The Serbian Chess Federation was host to the FIDE Zone 1.5 meeting, which was held on 17th July at Master Hall in Novi Sad, the venue of the International Championship of Vojvodina.
The meeting was chaired by President of FIDE Zone 1.5 and President of Serbian Chess Federation Miroslav Kopanja.
FIDE President Kirsan Ilyumzhinov, Executive Assistant Berik Balgabaev, Presidents and officials of Montenegro, Turkish, Greek and Albanian Chess Federations attended the meeting.
The Agenda included:
– Development of Chess in Schools in Zone 1.5
– Cooperation between member countries, organization of tournaments for juniors and seniors, organization of seminars for arbiters, trainers and organizers, and exchange of players in the tournaments
FIDE President said that cooperation between the federations in Zone 1.5 is very important and the proposed topics will help in establishing stronger ties.
He explained that now the main goal of FIDE is to reach 1 billion chess players on the global scale.
When he was elected FIDE President in 1995, the main task was to unite the chess world. There were two World Champions and no funds. Now the chess world is united, we have one undisputed World Champion. In 1999 IOC recognized FIDE.
With these issues solved, FIDE can focus on Chess in Schools project. In 2012-2013 FIDE invested 3 million USD in this program. The funds were not from FIDE budget, as President and his friends provided donations.
Now Turkey, Greece, Montenegro and Albania have strong Chess in Schools programs.
Armenia, also member of Zone 1.5, will host a big international conference on Chess in Schools in October. FIDE President invited all federations to attend the conference and share their expertise.
President of Serbian Chess Federation spoke about the difficulties that follow the program. Six years ago Serbian Ministry of Education introduced chess as optional subject in the elementary schools.
As with every public system there were some obstacles and Serbian federation didn’t do enough to fight these off and use the tremendous potential.
Teachers who do not play chess are hesitant to learn new skills and to pass them to children.
The federation has now introduced two manuals by Danko Bokan and Josip Dekic, which have rich graphics and help the teachers (even those who don’t play chess) to introduce the basic rules of chess to kids through play and fairytales.
These manuals are also offered to other federations for translation to their respective languages.
Theodoros Tsorbatzoglou, member of the ECU Board, said that three months ago Ministries of Education in Romania and Greece simultaneously introduced Chess in Schools projects which are almost identical.
Tsorbatzoglou urged on all chess officials not to use the CIS projects for political means.

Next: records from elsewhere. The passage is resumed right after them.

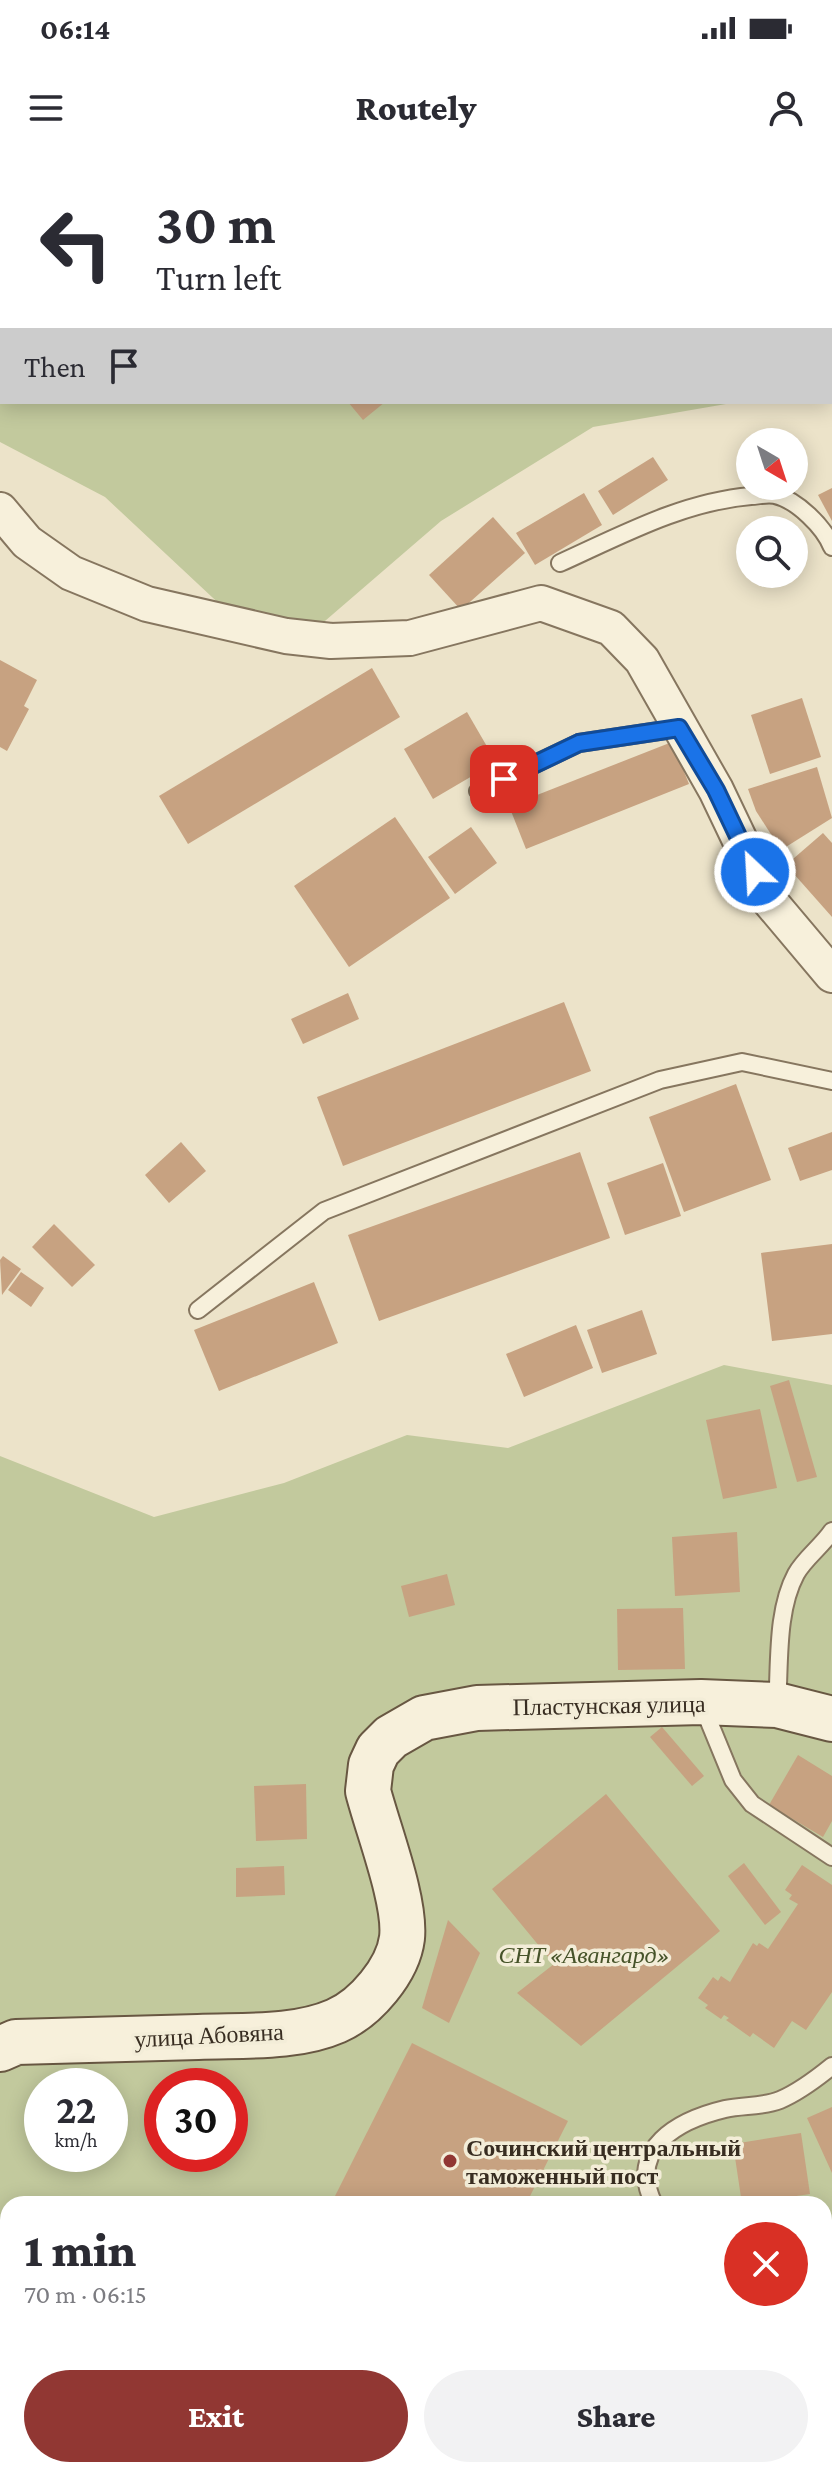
<!DOCTYPE html>
<html lang="en">
<head>
<meta charset="utf-8">
<style>
  body { margin:0; font-family:"Crimson Pro",serif; background:#f2f2f3; color:#2b2b33; height:100vh; display:flex; flex-direction:column; font-size:30px; white-space:nowrap }
  * { box-sizing:border-box; margin:0 }
  p { font-size:26px; color:#7c7c81 }
  .icon { flex:none; width:44px; height:44px; fill:none; stroke:currentColor; stroke-width:2; stroke-linecap:round; stroke-linejoin:round }
  .map { position:relative; flex:1; overflow:hidden }
  .details { position:absolute; left:0px; top:2036px; width:832px; height:282px; display:flex; flex-direction:column; background:#fff; border-radius:24px 24px 0 0; box-shadow:0 4px 20px #0003 }
  .details>* { flex:none }
  .guide { position:absolute; left:0px; top:0px; width:832px; height:244px; box-shadow:0 4px 20px #0003; background:#fff; color:#2b2b33; overflow:hidden }
  .needle { width:52px; rotate:141deg }
  .buttons { position:absolute; left:736px; top:268px; display:grid; gap:16px }
  .buttons a { display:grid; place-items:center; width:72px; height:72px; border-radius:50%; background:#fff; box-shadow:0 4px 20px #0003; font-size:40px }
  .speed { position:absolute; left:24px; top:1908px; display:flex; gap:16px; font-size:40px; font-weight:700; text-align:center }
  .speed>* { display:grid; place-content:center; width:104px; height:104px; border-radius:50%; background:#fff; box-shadow:0 4px 20px #0003; line-height:1 }
  .speed small { font-size:20px; font-weight:400 }
  .speed .limit { border:12px solid #d22; background:#fff; color:#111 }
  .pin { position:absolute; display:grid; place-items:center; width:68px; height:68px; color:#fff; margin:-34px; border-radius:16px; box-shadow:0 4px 12px #0006 }
  .me { position:absolute; width:88px; margin:-44px; rotate:335deg; stroke-linejoin:round; filter:drop-shadow(0 0 6px #0008) }
  .turn { display:flex; align-items:center; gap:28px; height:168px; padding:0 24px; font-size:36px }
  .turn .icon { width:104px; height:104px; stroke-width:2.5 }
  .turn b { display:block; font-size:56px; line-height:68px }
  .then { display:flex; align-items:center; height:76px; padding:0 24px; background:#0003; gap:16px; font-size:30px }
  .round { display:grid; place-items:center; flex:none; width:84px; height:84px; border-radius:42px; background:#f2f2f3 }
  .headline { display:flex; align-items:center; justify-content:space-between; height:136px; padding:0 24px }
  h1 { font-size:48px; font-weight:800; line-height:60px }
  .primary-button { display:flex; gap:16px; margin-top:auto; padding:16px 24px }
  .primary-button a { flex:1; height:92px; border-radius:48px; background:#913733; color:#fff; font-size:32px; font-weight:800; line-height:92px; text-align:center }
  .primary-button a+a { background:#f2f2f3; color:#2b2b33 }
  .status { display:flex; justify-content:space-between; align-items:center; height:56px; padding:0 40px; background:#fff; direction:ltr }
  .status svg { height:22px; fill:currentColor }
  header { display:flex; justify-content:space-between; align-items:center; height:104px; padding:0 24px; background:#fff; font-size:36px; font-weight:800 }
  .map>svg:first-child { display:block }
</style>
</head>
<body>
<div class="status"><b>06:14</b><svg viewBox="0 0 49 12"><path d="M0 12V9h3v3zM5 12V6h3v6zM10 12V3h3v9zM15 12V0h3v12zM26 1h20v11H26zM47 4h2v5h-2z"/></svg></div>
<header><svg class="icon" aria-label="menu" viewBox="0 0 24 24"><path d="M4 6h16M4 12h16M4 18h16"/></svg>Routely<svg class="icon" aria-label="person" viewBox="0 0 24 24"><circle cx="12" cy="8" r="4"/><path d="M4 21q1-7 8-7t8 7"/></svg></header>
<div class="map">
<svg width="832" height="2317" viewBox="0 0 832 2317">
  <rect width="100%" height="100%" fill="#ece3c9"/>
  <g fill="#c2c99d" fill-rule="evenodd">
    <polygon points="0,0 832,0 832,242 830,2 2,2 2,242 830,242 726,244 593,267 441,361 318,467 228,452 105,337 0,282"/>
    <path d="M 724,1205 L 832,1225 L 832,2317 L 501,2317 L 487,2310 L 824,2310 L 824,2044 L 8,2044 L 8,2310 L 48,2310 L 0,2315 L 0,1296 L 154,1357 L 284,1323 L 407,1275 L 508,1288 ZM 42,1926 L 110,1926 L 110,1994 L 42,1994 ZM 162,1926 L 230,1926 L 230,1994 L 162,1994 Z"/>
  </g>
  <g fill="#c7a281">
    <polygon points="348,242 385,242 363,260"/>
    <polygon points="653,297 668,320 613,355 598,331"/>
    <polygon points="832,328 832,361 818,335"/>
    <polygon points="584,333 602,365 535,405 516,373"/>
    <polygon points="493,357 525,393 461,450 429,415"/>
    <polygon points="0,500 37,520 24,546 29,549 7,591 0,587"/>
    <polygon points="372,508 400,557 188,684 159,636"/>
    <polygon points="802,538 821,597 770,614 751,555"/>
    <polygon points="467,552 496,602 433,639 404,589"/>
    <polygon points="672,582 689,624 526,689 509,646"/>
    <polygon points="817,607 832,658 781,690 756,651 748,629"/>
    <polygon points="395,657 450,738 349,807 294,726"/>
    <polygon points="471,667 497,703 455,734 428,697"/>
    <polygon points="823,673 832,683 832,757 786,705"/>
    <polygon points="348,833 359,859 303,884 291,859"/>
    <polygon points="564,842 591,911 343,1006 317,937"/>
    <polygon points="736,924 771,1020 684,1052 649,957"/>
    <polygon points="832,972 832,1010 800,1021 788,988"/>
    <polygon points="181,982 206,1011 169,1043 145,1015"/>
    <polygon points="580,992 610,1078 379,1161 348,1075"/>
    <polygon points="663,1003 681,1056 625,1075 607,1023"/>
    <polygon points="54,1064 95,1105 72,1127 32,1087"/>
    <polygon points="832,1084 832,1174 772,1181 761,1093"/>
    <polygon points="3,1096 21,1109 2,1135 0,1100"/>
    <polygon points="21,1112 44,1128 31,1147 8,1130"/>
    <polygon points="314,1122 338,1183 219,1231 194,1170"/>
    <polygon points="642,1150 657,1194 602,1213 587,1170"/>
    <polygon points="576,1165 593,1208 524,1237 506,1194"/>
    <polygon points="789,1220 817,1317 797,1322 770,1226"/>
    <polygon points="760,1249 777,1328 723,1339 706,1260"/>
    <polygon points="737,1372 740,1432 675,1436 672,1377"/>
    <polygon points="447,1414 455,1445 409,1457 401,1426"/>
    <polygon points="683,1448 685,1509 618,1510 617,1449"/>
    <polygon points="662,1567 704,1616 692,1626 650,1577"/>
    <polygon points="798,1595 832,1616 832,1661 823,1677 769,1645"/>
    <polygon points="306,1624 307,1679 256,1681 254,1626"/>
    <polygon points="606,1634 720,1771 581,1886 517,1833 554,1804 492,1729"/>
    <polygon points="744,1703 781,1752 765,1765 728,1716"/>
    <polygon points="802,1705 832,1725 832,1832 806,1870 792,1861 774,1888 753,1873 750,1877 726,1860 729,1858 724,1855 721,1859 705,1848 708,1845 698,1838 713,1817 718,1821 721,1816 730,1822 753,1783 757,1786 759,1783 768,1789 798,1744 789,1739 792,1735 785,1730"/>
    <polygon points="284,1706 285,1735 236,1737 236,1708"/>
    <polygon points="448,1760 480,1793 449,1863 422,1848"/>
    <polygon points="412,1883 568,1961 526,2044 332,2042"/>
    <polygon points="832,1947 832,2013 807,1958"/>
    <polygon points="801,1973 810,2034 742,2044 733,1984"/>
  </g>
  <g fill="none" stroke-linecap="round" stroke-linejoin="round">
    <g stroke="#86765f" stroke-width="20">
      <g id="lane">
        <path d="M 560,403 C 622,375 682,342 751,336 C 758,336 767,333 775,335 C 797,340 824,367 832,387"/>
        <polyline points="478,631 579,583 679,568"/>
        <polyline points="198,1150 324,1051 660,920 742,902 832,921"/>
        <path d="M 777,1545 C 780,1504 776,1451 796,1414 C 804,1399 822,1386 832,1371"/>
        <polyline points="703,1547 733,1620 752,1644 832,1697"/>
        <path d="M 654,2044 C 626,1988 679,1960 725,1949 C 743,1945 763,1947 780,1940 C 799,1932 816,1919 832,1906"/>
        <polyline points="824,2109 832,2107"/>
      </g>
    </g>
    <g stroke="#86765f" stroke-width="38">
      <g id="street">
        <polyline points="605,2 608,0"/>
        <polyline points="830,170 832,170"/>
        <polyline points="0,350 27,382 71,413 147,444 286,476 331,481 410,478 541,443 611,468 642,500 716,630 768,739 832,815"/>
      </g>
    </g>
    <g stroke="#685742" stroke-width="48">
      <path id="secondary" d="M 0,1889 L 16,1882 C 77,1880 138,1879 198,1877 C 242,1875 295,1879 336,1861 C 366,1848 398,1810 402,1778 C 406,1741 378,1670 368,1631 L 371,1605 L 378,1590 L 391,1577 L 424,1558 L 477,1548 L 701,1542 L 777,1545 L 832,1559"/>
    </g>
    <use href="#lane" stroke="#f7f0db" stroke-width="16"/>
    <use href="#street" stroke="#f7f0db" stroke-width="34"/>
    <use href="#secondary" stroke="#f7f0db" stroke-width="44"/>
  </g>
  <g fill="none" stroke-linecap="round" stroke-linejoin="round">
    <g stroke="#114b97" stroke-width="20">
      <polyline id="route" points="504,619 579,583 679,568 716,630 755,712"/>
    </g>
    <use href="#route" stroke="#1a73e8" stroke-width="14"/>
  </g>
  <circle fill="#913733" stroke="#f3edd8" stroke-width="3" cx="450" cy="2001" r="8"/>
  <g text-anchor="middle" dominant-baseline="central" stroke-width="7" stroke-linejoin="round" paint-order="stroke">
    <g font-size="24" fill="#382d21" stroke="#f3edd8">
      <text transform="translate(609 1545) rotate(-1)">Пластунская улица</text>
      <text transform="translate(209 1875) rotate(-3)">улица Абовяна</text>
    </g>
    <g font-size="24" font-style="italic" fill="#465329" stroke="#f3edd8">
      <text x="584" y="1794">СНТ «Авангард»</text>
    </g>
    <g font-size="24" font-weight="bold" fill="#382d21" stroke="#f3edd8" text-anchor="start">
      <text x="466" y="1987">Сочинский центральный<tspan x="466" dy="28">таможенный пост</tspan></text>
    </g>
  </g>
</svg>
<div class="buttons">
<a><svg class="needle" viewBox="-14 -14 28 28"><path d="M0-13l5 13h-10z" fill="#e53935"/><path d="M0 13l5-13h-10z" fill="#7c7c81"/></svg></a>
<a><svg class="icon" aria-label="search" viewBox="0 0 24 24"><circle cx="10" cy="10" r="6"/><path d="M15 15l6 6"/></svg></a>
</div>
<div class="speed"><div>22<small>km/h</small></div><div class="limit">30</div></div>
<div class="pin" style="left:504px;top:619px;background:#d93025"><svg class="icon" aria-label="arrive" viewBox="0 0 24 24"><path d="M6 21V4h12l-3 4 3 4H6"/></svg></div>
<svg class="me" style="left:755px;top:712px" viewBox="-20 -20 40 40"><circle r="17" fill="#1a73e8" stroke="#fff" stroke-width="3"/><path d="M0-11L8 9 0 5-8 9z" fill="#fff"/></svg>
<div class="guide">
<div class="turn"><svg class="icon" aria-label="left" viewBox="0 0 24 24"><path d="M17 20v-9H6M10 6l-5 5 5 5"/></svg><div><b>30 m</b>Turn left</div></div>
<div class="then">Then<svg class="icon" aria-label="arrive" viewBox="0 0 24 24"><path d="M6 21V4h12l-3 4 3 4H6"/></svg></div>
</div>
<section class="details">
<div class="headline"><div><h1>1 min</h1><p>70 m · 06:15</p></div><a class="round" style="background:#d93025;color:#fff"><svg class="icon" aria-label="close" viewBox="0 0 24 24"><path d="M6 6l12 12M18 6L6 18"/></svg></a></div>
<div class="primary-button"><a>Exit</a><a>Share</a></div>
</section>
</div>
</body>
</html>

He explained that at the moment there are many different programs – FIDE, ECU, Greece, etc. This should all be unified under one single CIS program, which would then have many different methods of teaching.
Tsorbatzoglou also noted that the European Championships are losing on quality and quantity, and that the prize funds are dropping. He proposed to FIDE President to consider return to format with Zonal tournaments as qualification for the World Cup.
Angelina Vukovic, President of Montenegro Chess Federation, said that her country started Chess in Schools project in 2004.
There are two textbooks for two levels. In cooperation with the Ministry of Education and Sports, every single school has a teacher for chess.
Vukovic agreed with Tsorbatzoglou that there is a need to establish a unified CIS program.
The representative of Turkish Chess Federation said that in his country chess is the sport with the greatest number of registered players, exceeding even the ever-popular football.
In Turkey kids learn chess while going to school, at the age 7-17. He noted that after going to college many give up on playing chess. The main task is to reduce the number of dropouts.
Majlinda Pilinci, General Secretary of Albanian Chess Federation, said that Albania’s main concern at the moment is to increase the number of chess players and raise their competitive level.
The World Championship Match between Hou Yifan and Humpy Koneru had a huge positive impact on promotion of chess in Albania.
Mikhail Gorbachev’s visit, which was connected with chess and not politics, also attracted huge interest.
Garry Kasparov also visited Albania and met with the Prime Minister. His visit helped for further promotion of Chess in Schools.
Zoran Bojovic, President of Central Serbia Chess Federation, remarked that there should be more FIDE Lecturers for Arbiters and Trainers. He called on FIDE to further expand the activity with Seminars.
Miodrag Rakic, President of Belgrade Chess Union, said that despite the huge number of chess players Serbia is lacking quality trainers.
Theodoros Tsorbatzoglou proposed to Serbian Chess Federation to get in touch with Chairman of FIDE Trainers’ Commission GM Adrian Mikhalchishin who is fluent in Yugoslav languages and can help organize the Seminars.
Miroslav Kopanja invited the member federations to exchange the tournament calendars and propose possible exchanges of players from January 2015.